Secret #3: Moving Agent List from Tool Description to Message Attachment

This is the highest-impact optimization - eliminating 10.2% of full cache reconstruction cost.

Where’s the problem? AgentTool descriptions list all available agents (including those from MCP servers). But this list is dynamic:

  • MCP servers connect asynchronously
  • Plugin refreshes
  • Permission mode changes

Each list change alters the AgentTool schema, invalidating the entire tool schema cache.

Solution: Move the dynamic list out of tool descriptions, into message attachments.

Tool descriptions become static, only describing functionality; available agent list appended as attachment at message tail.

It’s like:

  • Before: Menu printed with “Today’s specials depend on chef’s mood”
  • Now: Menu fixed, waiter tells you today’s specials verbally

Menu stays the same, cache stable; special info goes at tail, doesn’t affect prefix.

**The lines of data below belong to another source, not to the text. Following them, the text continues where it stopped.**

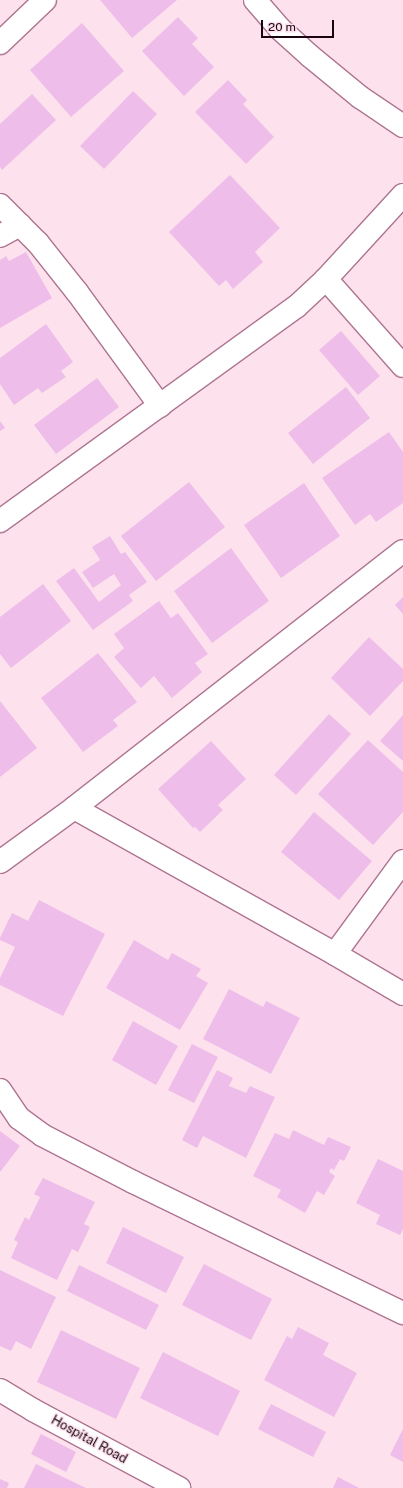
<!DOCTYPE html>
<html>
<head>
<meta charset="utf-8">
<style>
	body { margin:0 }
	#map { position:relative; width:403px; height:1488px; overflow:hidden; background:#fde2ee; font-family:"Public Sans",sans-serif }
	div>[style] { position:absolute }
	.building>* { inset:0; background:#eebdea }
	.roads { filter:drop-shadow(1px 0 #ae7491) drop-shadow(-1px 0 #ae7491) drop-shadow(0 1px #ae7491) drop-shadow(0 -1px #ae7491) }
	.minor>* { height:22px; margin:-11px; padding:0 11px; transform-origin:11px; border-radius:11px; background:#fff }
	span { translate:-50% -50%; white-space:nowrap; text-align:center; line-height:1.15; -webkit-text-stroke:3px #fde2ee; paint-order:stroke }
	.street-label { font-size:13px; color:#19050f }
	.scale { position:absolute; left:261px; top:20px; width:73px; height:18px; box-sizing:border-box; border:2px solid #19050f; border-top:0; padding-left:5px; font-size:12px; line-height:14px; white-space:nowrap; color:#19050f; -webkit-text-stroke:3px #fde2ee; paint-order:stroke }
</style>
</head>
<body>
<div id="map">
	<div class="building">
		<div style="clip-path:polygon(100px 0,177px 0,132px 38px)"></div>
		<div style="clip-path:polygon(178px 17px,198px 38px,192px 44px,214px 67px,184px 96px,142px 51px)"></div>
		<div style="clip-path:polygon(82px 23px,124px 71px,71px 117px,30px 70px)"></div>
		<div style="clip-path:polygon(228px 80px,247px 100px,243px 104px,274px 137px,246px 164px,195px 112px)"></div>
		<div style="clip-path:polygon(133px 91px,157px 114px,104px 169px,80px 146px)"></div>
		<div style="clip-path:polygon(32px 94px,56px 120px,2px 170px,0 167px,0 124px)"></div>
		<div style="clip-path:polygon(230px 175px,280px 228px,255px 252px,263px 262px,233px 289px,226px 280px,219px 286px,169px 232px)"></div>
		<div style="clip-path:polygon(26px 252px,52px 298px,0 328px,0 260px,6px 256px,9px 261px)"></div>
		<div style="clip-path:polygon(46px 324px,73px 362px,61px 371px,66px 377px,42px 393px,38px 388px,14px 405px,0 384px,0 358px)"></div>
		<div style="clip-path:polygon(341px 331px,380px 376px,358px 395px,319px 350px)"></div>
		<div style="clip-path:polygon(97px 378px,119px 407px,56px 454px,34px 425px)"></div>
		<div style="clip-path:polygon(346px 387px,370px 418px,313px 464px,288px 433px)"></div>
		<div style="clip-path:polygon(0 421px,5px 428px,0 431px)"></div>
		<div style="clip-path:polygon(389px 432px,403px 452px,403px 503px,376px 522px,370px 514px,355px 525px,322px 478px)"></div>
		<div style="clip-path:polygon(189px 482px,225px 527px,156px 581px,121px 536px)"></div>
		<div style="clip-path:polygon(304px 483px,340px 536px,281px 578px,244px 525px)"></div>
		<div style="clip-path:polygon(110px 536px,121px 554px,125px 552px,147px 582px,129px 595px,133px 601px,93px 630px,56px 581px,74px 568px,99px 602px,121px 585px,114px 574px,93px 588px,82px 572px,100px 560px,92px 547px)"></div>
		<div style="clip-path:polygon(231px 548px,269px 601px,212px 643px,174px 591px)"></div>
		<div style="clip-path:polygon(43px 584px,71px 621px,11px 668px,0 654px,0 617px)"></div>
		<div style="clip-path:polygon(403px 597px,403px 614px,395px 605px)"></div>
		<div style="clip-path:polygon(159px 601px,171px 618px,178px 613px,208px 654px,195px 663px,202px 672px,172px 698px,154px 676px,141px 688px,114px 657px,124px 648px,114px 634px)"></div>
		<div style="clip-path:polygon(369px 637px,403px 669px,403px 681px,370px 716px,331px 678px)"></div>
		<div style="clip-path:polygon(98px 653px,137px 702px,113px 720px,118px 726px,83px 752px,41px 698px)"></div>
		<div style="clip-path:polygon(0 701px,37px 748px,0 777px)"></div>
		<div style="clip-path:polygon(329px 714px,351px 734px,296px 795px,274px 775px)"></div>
		<div style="clip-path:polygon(403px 715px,403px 761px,380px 741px)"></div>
		<div style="clip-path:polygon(368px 740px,403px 772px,403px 812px,373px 845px,318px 794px)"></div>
		<div style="clip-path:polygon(211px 741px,246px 779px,218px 805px,223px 810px,200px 832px,195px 827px,193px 828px,158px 789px)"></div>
		<div style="clip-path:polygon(314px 812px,372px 861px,339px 900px,281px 852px)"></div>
		<div style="clip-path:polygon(39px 900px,105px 934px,63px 1016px,0 985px,0 978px,15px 947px,0 940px,0 938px,12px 913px,28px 921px)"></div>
		<div style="clip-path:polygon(134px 940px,168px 960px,172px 953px,201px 969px,196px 976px,208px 983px,180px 1030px,106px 988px)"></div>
		<div style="clip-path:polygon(229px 989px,263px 1007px,266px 1001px,300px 1018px,271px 1074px,203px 1039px)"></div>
		<div style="clip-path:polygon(133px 1021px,178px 1046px,156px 1085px,112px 1060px)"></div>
		<div style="clip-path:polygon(192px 1044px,218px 1057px,194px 1103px,168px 1090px)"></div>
		<div style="clip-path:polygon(217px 1070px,233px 1078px,229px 1086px,246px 1093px,250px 1086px,275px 1097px,246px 1158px,203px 1136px,197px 1148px,182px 1140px)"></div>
		<div style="clip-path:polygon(293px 1130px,324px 1145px,328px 1137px,351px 1147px,344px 1161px,340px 1159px,334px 1170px,331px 1168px,329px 1172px,335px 1176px,324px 1195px,317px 1191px,305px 1213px,277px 1197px,281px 1190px,253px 1176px,275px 1133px,289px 1139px)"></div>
		<div style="clip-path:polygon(0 1131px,20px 1146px,0 1172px)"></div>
		<div style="clip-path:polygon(378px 1159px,403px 1171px,403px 1229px,400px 1235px,376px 1224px,380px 1215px,356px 1203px)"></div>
		<div style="clip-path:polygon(43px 1178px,95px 1202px,84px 1224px,90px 1227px,78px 1252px,72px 1249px,57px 1280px,11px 1258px,18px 1242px,14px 1240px,25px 1217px,29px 1220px,40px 1197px,34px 1194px)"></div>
		<div style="clip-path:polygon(123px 1227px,184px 1257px,166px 1293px,106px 1263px)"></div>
		<div style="clip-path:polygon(204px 1264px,272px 1299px,251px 1340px,182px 1305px)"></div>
		<div style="clip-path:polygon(79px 1265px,159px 1305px,146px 1330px,67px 1291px)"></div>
		<div style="clip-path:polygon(0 1270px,56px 1297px,31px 1349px,16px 1341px,11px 1351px,0 1346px)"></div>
		<div style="clip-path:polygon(298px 1327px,329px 1343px,323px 1355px,357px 1373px,334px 1417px,264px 1380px,287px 1336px,292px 1339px)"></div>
		<div style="clip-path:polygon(61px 1330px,140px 1368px,116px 1419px,37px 1382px)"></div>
		<div style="clip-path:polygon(163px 1352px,240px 1391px,218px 1436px,140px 1398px)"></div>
		<div style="clip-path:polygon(271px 1404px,326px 1432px,313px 1457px,258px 1429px)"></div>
		<div style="clip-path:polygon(403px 1429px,403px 1462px,390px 1455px)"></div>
		<div style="clip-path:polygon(41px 1434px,76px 1452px,66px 1472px,31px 1454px)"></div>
		<div style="clip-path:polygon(36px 1464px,86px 1488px,24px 1488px)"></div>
		<div style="clip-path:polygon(338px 1477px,359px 1488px,333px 1488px)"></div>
		<div style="clip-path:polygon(0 1479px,9px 1483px,7px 1488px,0 1488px)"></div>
	</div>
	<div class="roads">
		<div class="minor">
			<div style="left:255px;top:0;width:37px;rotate:49deg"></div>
			<div style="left:279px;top:28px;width:42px;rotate:42.1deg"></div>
			<div style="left:310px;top:56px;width:65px;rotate:39.4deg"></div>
			<div style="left:360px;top:97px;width:52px;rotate:34deg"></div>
			<div style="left:0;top:43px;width:62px;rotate:-43.7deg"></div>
			<div style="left:0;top:205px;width:54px;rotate:45deg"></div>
			<div style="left:38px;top:243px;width:63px;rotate:51.5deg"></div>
			<div style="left:77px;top:292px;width:141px;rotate:53.9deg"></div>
			<div style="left:0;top:236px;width:23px;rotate:-29deg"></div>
			<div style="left:326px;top:279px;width:116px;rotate:48.5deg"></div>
			<div style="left:0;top:521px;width:365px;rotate:-35.9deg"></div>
			<div style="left:296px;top:307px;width:41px;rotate:-43deg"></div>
			<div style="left:326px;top:279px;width:114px;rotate:-47.5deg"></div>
			<div style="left:74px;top:808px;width:299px;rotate:29.2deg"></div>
			<div style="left:403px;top:861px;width:115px;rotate:126.2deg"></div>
			<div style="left:335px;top:954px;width:79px;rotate:30.5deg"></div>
			<div style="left:0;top:862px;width:92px;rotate:-36.1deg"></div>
			<div style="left:74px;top:808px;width:417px;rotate:-38deg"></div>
			<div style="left:0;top:1090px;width:34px;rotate:56deg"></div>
			<div style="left:19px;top:1118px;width:29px;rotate:36deg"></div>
			<div style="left:42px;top:1135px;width:102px;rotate:27.3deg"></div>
			<div style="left:133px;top:1182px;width:300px;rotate:25.9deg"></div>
			<div style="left:0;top:1390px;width:39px;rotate:31deg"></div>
			<div style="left:33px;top:1410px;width:166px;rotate:28.1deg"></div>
		</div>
	</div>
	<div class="street-label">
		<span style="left:89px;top:1440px;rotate:29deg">Hospital Road</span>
	</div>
	<div class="scale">20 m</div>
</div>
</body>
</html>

Secret #4: Skill List Budget - 1% Cap Control

SkillTool faces a similar problem: skill list changes dynamically.

Solution: Strictly cap at 1% of context window.

For a 200K window, that’s 8,000 characters. If the list exceeds this, it’s truncated.

Benefits:

  1. Limits tool description size, reducing byte-match difficulty
  2. When budget is full, new skills aren’t added, list doesn’t change, cache doesn’t break

It’s like your closet: when full, stop buying new clothes, keep it organized.

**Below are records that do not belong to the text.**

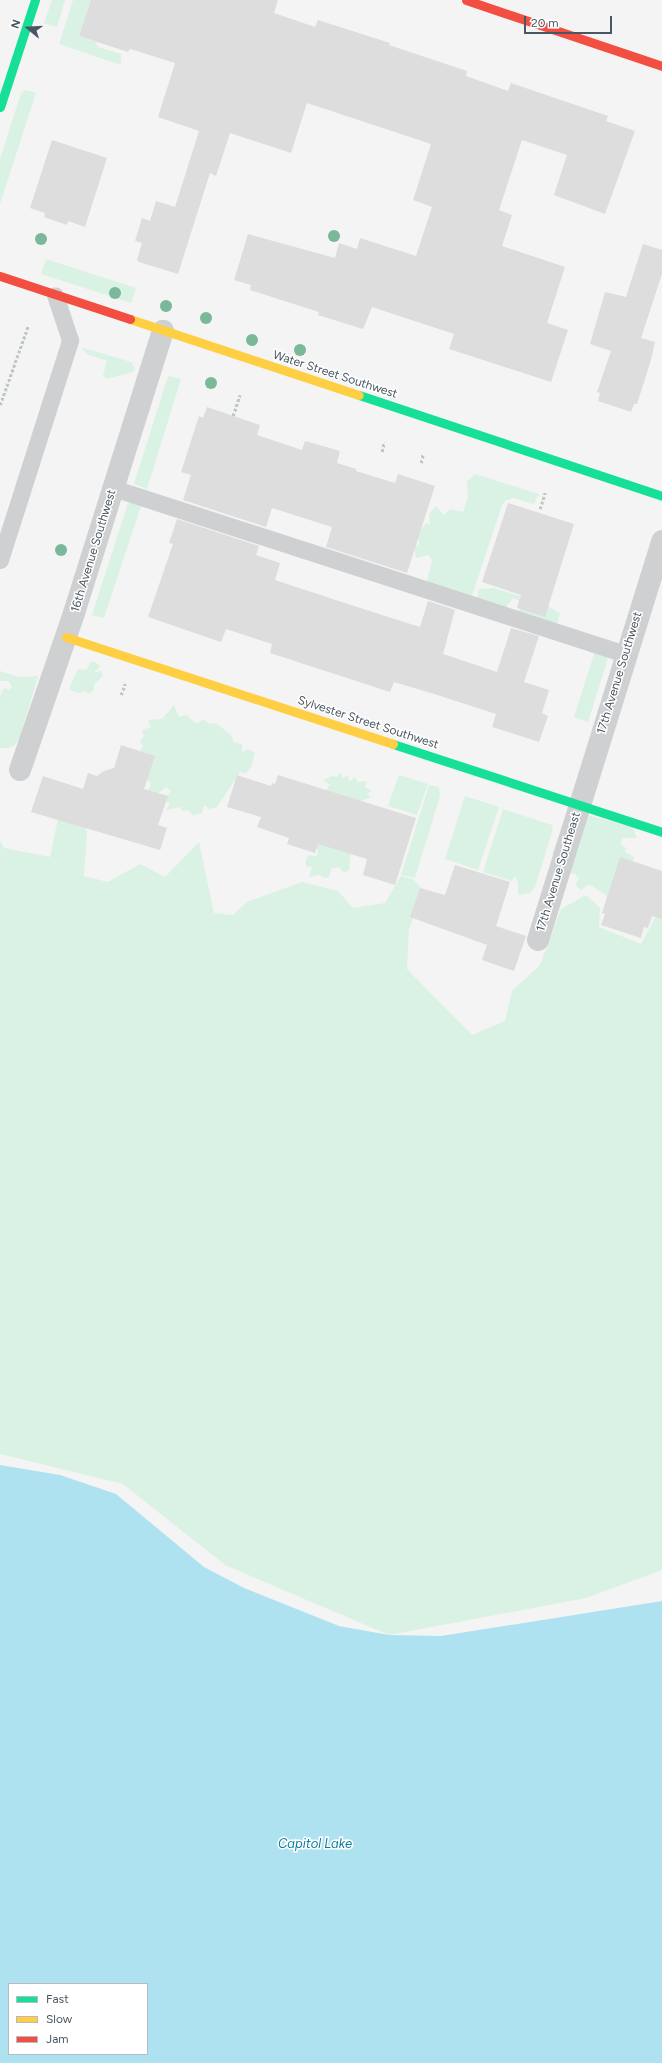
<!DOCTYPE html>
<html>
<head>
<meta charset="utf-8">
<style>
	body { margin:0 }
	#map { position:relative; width:662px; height:2063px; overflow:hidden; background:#f4f4f4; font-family:Figtree,sans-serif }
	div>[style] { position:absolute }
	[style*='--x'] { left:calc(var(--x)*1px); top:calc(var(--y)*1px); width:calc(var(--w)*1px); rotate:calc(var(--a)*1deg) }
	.green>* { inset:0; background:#d9f2e3 }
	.water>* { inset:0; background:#aee2f0 }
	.building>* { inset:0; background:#ddddde }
	.path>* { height:2.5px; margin-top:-1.25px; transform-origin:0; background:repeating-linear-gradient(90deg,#bcc7c4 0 3px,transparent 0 5px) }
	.lane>* { height:17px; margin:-8.5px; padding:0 8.5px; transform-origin:8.5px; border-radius:8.5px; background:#ced0d2 }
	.street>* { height:22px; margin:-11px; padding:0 11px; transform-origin:11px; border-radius:11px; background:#ced0d2 }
	.fast>* { height:9px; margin:-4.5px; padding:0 4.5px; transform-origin:4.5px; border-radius:4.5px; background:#16e098 }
	.slow>* { height:9px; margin:-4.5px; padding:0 4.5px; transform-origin:4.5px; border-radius:4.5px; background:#ffcf43 }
	.jam>* { height:9px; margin:-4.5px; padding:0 4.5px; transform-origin:4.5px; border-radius:4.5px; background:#f24e42 }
	.trees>* { width:12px; height:12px; margin:-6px; border-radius:50%; background:#7ab899 }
	span { translate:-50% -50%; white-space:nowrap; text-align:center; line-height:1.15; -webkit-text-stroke:3px #fff; paint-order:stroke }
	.street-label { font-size:12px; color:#4a5661 }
	.water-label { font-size:13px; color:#0c7c9b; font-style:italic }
	.legend { position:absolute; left:8px; top:1983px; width:140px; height:72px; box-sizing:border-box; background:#fff; border:1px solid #b7bbc0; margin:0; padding:5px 7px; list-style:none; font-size:12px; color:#4a5661 }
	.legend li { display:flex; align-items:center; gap:8px; height:20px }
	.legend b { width:20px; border:1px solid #b7bbc0 }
	.north { position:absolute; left:8px; top:8px; width:40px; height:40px; -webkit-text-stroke:3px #fff; paint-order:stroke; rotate:288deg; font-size:11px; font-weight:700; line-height:16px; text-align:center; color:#4a5661 }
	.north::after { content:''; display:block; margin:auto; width:14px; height:18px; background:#4a5661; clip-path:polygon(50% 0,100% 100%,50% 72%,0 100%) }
	.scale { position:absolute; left:524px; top:16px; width:88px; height:18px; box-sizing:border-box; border:2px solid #4a5661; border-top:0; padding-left:5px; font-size:12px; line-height:14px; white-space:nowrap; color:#4a5661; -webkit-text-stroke:3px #fff; paint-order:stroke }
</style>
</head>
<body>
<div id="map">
	<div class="green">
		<div style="clip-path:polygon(52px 0,65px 0,57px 27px,44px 23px)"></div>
		<div style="clip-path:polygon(73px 0,91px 0,79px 36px,96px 42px,98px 47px,121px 54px,121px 65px,59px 44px)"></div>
		<div style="clip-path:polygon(26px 90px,36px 93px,0 204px,0 159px,21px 93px)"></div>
		<div style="clip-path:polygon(46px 259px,136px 288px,131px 303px,41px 274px)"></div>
		<div style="clip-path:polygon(81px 347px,131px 362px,135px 368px,133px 372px,106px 379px,103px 375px,107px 361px,87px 354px)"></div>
		<div style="clip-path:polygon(168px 376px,181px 379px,147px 489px,134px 484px)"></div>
		<div style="clip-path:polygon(475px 474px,539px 494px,534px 504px,513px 498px,505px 501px,502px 505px,472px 596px,427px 582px,432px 560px,428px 555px,416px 558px,414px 547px,419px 544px,418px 535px,426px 523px,430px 525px,429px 514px,436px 506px,444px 515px,450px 509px,463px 512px,468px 497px,467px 482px)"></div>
		<div style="clip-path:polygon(131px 502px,141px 506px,104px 618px,92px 615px,128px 503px)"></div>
		<div style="clip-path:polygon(494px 588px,547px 605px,560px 614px,557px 624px,518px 611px,521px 608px,520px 601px,513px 598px,506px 607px,477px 598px,479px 589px)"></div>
		<div style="clip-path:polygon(595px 651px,608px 658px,588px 722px,574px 717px)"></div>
		<div style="clip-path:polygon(92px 661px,101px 666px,94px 672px,101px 671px,103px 676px,94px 684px,94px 690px,88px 694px,85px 691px,78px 693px,69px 689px,78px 669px,86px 670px)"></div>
		<div style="clip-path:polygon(0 671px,19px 677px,38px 676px,20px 737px,15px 745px,8px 748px,0 748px,0 696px,4px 688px,10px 690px,12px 686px,8px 681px,0 681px)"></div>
		<div style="clip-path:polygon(174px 705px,179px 717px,186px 715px,197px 724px,204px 719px,209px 724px,216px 723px,231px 735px,234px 742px,242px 744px,242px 752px,248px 749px,255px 753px,251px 767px,245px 774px,240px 772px,217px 807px,209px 809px,204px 805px,202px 813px,193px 815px,188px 810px,183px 811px,180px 807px,166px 810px,170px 804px,163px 800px,171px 791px,166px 787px,153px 798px,147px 794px,151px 783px,142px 777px,136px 757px,143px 746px,140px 742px,144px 736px,142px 730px,151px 727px,148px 720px,162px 719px)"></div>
		<div style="clip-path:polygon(340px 772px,342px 778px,348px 776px,349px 782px,355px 777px,358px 782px,367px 781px,365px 787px,372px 791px,367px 794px,371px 797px,361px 801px,324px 793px,330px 785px,323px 780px,332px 776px,337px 777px)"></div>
		<div style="clip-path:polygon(399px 775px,428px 784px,417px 815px,388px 806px)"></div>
		<div style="clip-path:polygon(429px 785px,439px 787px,440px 796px,415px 878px,401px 875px)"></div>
		<div style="clip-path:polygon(465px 796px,499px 807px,478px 870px,445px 859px)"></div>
		<div style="clip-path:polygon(74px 800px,87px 832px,84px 876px,108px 882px,140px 864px,165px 877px,199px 842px,214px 913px,233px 915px,247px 902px,302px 882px,338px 891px,353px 908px,385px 903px,401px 876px,413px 879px,423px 890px,409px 930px,407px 969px,472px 1035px,505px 1021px,512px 991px,540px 965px,561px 909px,586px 895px,600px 908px,599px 927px,641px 944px,662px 905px,662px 1570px,586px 1598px,389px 1635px,225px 1565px,123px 1484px,0 1454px,0 841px,4px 848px,50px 857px,61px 804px)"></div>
		<div style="clip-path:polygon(503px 809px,552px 825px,553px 829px,535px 887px,530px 893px,518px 895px,518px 883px,515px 876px,512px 881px,483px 872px)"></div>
		<div style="clip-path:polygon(584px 814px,632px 827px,637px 838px,623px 838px,620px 844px,626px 848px,625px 852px,634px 857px,632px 866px,610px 898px,589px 884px,581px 890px,575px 884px,579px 879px,575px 874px,568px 873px,560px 853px,552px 855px,559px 835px)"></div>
		<div style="clip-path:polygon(309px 842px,351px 849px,349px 870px,344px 873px,339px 867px,332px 868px,329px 877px,325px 878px,319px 875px,309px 877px,312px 867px,306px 866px,306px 859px,309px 855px,317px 856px,318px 849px,314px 849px)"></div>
	</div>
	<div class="water">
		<div style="clip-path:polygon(evenodd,0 1465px,60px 1475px,116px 1494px,204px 1567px,244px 1588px,339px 1626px,389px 1635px,441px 1636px,662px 1601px,662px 2063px,0 2063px,0 1465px,9px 1984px,147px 1984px,147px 2054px,9px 2054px,9px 1984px)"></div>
	</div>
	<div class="building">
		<div style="clip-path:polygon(91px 0,278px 0,274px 13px,315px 27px,318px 20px,390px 43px,389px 45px,467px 71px,466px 76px,508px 91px,511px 83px,608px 116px,606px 121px,635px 131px,605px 214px,554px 195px,567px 155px,522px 140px,499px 210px,512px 215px,502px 246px,565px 267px,547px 323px,568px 330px,551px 382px,449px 349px,454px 334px,372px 307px,363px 329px,318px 315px,319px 312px,250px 290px,251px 285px,234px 280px,248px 234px,335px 258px,339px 243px,357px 249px,360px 238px,416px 256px,432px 207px,413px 200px,431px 144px,307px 103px,291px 153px,230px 133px,216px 176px,210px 173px,178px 274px,139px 262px,137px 260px,142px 243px,135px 241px,142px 218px,150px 221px,156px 201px,175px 207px,199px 131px,158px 117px,175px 63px,130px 49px,128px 52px,79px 36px)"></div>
		<div style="clip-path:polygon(52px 140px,107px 158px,85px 227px,68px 221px,67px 225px,44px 217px,45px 213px,30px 208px)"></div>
		<div style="clip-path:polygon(643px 244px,662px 250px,662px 274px,641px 338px,655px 342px,651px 360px,637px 404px,634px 404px,631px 412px,598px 401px,600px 393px,597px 392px,611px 351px,590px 344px,605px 292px,626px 297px)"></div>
		<div style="clip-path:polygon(207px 407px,260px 425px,257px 435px,302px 450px,305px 441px,340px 451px,337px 463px,356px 469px,356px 471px,395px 483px,398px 474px,435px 486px,407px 573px,326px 547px,332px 527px,272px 508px,266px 527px,183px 500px,191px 475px,181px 472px,199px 416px,203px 418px)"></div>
		<div style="clip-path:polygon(508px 503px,574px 524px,545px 617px,517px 608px,521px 595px,482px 582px)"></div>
		<div style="clip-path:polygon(177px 519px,259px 546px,256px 555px,280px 563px,275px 580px,357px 607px,420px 627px,428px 601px,455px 610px,443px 654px,497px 672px,511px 628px,539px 636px,524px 682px,549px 690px,542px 713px,548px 716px,539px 742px,492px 727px,496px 714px,434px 694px,394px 682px,390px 692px,270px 653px,272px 644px,226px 629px,221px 642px,148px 617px,173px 544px,169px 543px)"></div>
		<div style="clip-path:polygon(121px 745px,155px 756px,144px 789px,168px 796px,158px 825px,167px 828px,160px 850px,31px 812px,43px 776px,83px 789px,88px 773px,97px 776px,104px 771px,114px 768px)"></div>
		<div style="clip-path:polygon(237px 775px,271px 786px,272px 783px,275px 784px,278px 775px,416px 818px,395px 885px,363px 875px,367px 859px,318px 844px,315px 853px,287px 844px,289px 838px,257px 827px,261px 817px,227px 807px)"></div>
		<div style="clip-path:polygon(620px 857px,662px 871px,662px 919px,652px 916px,648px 928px,644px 927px,641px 938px,601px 925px,605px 914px,602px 913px)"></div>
		<div style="clip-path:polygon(455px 865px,510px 882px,496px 926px,526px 936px,514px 971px,482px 960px,487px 945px,410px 917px,420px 888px,445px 895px)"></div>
	</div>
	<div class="path">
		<div style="--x:0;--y:405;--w:84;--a:-70.5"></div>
		<div style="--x:233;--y:416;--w:22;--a:-72"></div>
		<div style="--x:382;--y:452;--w:10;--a:-79"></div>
		<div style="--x:421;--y:463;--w:9;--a:-77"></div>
		<div style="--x:540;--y:509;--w:17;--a:-73"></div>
		<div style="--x:121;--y:695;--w:12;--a:-70"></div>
	</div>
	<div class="lane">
		<div style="--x:113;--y:488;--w:538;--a:17.96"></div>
		<div style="--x:0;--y:560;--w:231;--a:-72.3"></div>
		<div style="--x:70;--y:340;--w:47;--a:-108.4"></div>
	</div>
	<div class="street">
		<div style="--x:20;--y:770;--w:166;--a:-71"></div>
		<div style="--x:74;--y:613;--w:296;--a:-72.5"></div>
		<div style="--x:538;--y:940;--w:418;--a:-72.7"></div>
	</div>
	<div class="fast">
		<div style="--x:0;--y:107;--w:113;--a:-71.9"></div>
		<div style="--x:359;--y:395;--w:319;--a:18.4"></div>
		<div style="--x:393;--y:744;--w:283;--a:18.1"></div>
	</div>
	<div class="slow">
		<div style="--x:130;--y:319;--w:241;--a:18.4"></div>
		<div style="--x:66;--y:637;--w:344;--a:18.1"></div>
	</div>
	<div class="jam">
		<div style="--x:466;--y:0;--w:207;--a:18.6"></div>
		<div style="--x:0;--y:276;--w:137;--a:18.3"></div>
	</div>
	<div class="trees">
		<div style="left:334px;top:236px"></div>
		<div style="left:41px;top:239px"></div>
		<div style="left:115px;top:293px"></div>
		<div style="left:166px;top:306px"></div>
		<div style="left:206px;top:318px"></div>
		<div style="left:252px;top:340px"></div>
		<div style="left:300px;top:350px"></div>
		<div style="left:211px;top:383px"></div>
		<div style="left:61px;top:550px"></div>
	</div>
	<div class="street-label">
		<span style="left:335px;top:375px;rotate:18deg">Water Street Southwest</span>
		<span style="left:94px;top:551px;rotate:-73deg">16th Avenue Southwest</span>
		<span style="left:620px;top:673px;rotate:-73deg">17th Avenue Southwest</span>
		<span style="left:368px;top:723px;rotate:18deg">Sylvester Street Southwest</span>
		<span style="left:559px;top:872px;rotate:-73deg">17th Avenue Southeast</span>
	</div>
	<div class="water-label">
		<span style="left:315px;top:1844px">Capitol Lake</span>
	</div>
	<ul class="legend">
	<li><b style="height:5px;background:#16e098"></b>Fast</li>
	<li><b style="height:5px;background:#ffcf43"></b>Slow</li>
	<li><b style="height:5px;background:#f24e42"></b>Jam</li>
	</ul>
	<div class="north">N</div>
	<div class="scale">20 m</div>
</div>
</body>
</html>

Secret #5: $TMPDIR Placeholder - Eliminating User Differences

BashTool prompts need to tell AI where the temp directory is. Usually /private/tmp/claude-{UID}/, with different UIDs for different users.

This means: Different users see different prompts, can’t share global cache.

Solution: Use $TMPDIR placeholder instead of specific paths.

Claude Code’s sandbox sets the $TMPDIR variable, AI references temp directory with $TMPDIR works the same.

But all users see identical prompts - all say $TMPDIR - cache can be shared.

It’s like:

  • Before: Menu printed with “Our address: Beijing Chaoyang District xxx” (each branch prints different)
  • Now: Menu printed with “Our address: See store sign” (all branches share same menu)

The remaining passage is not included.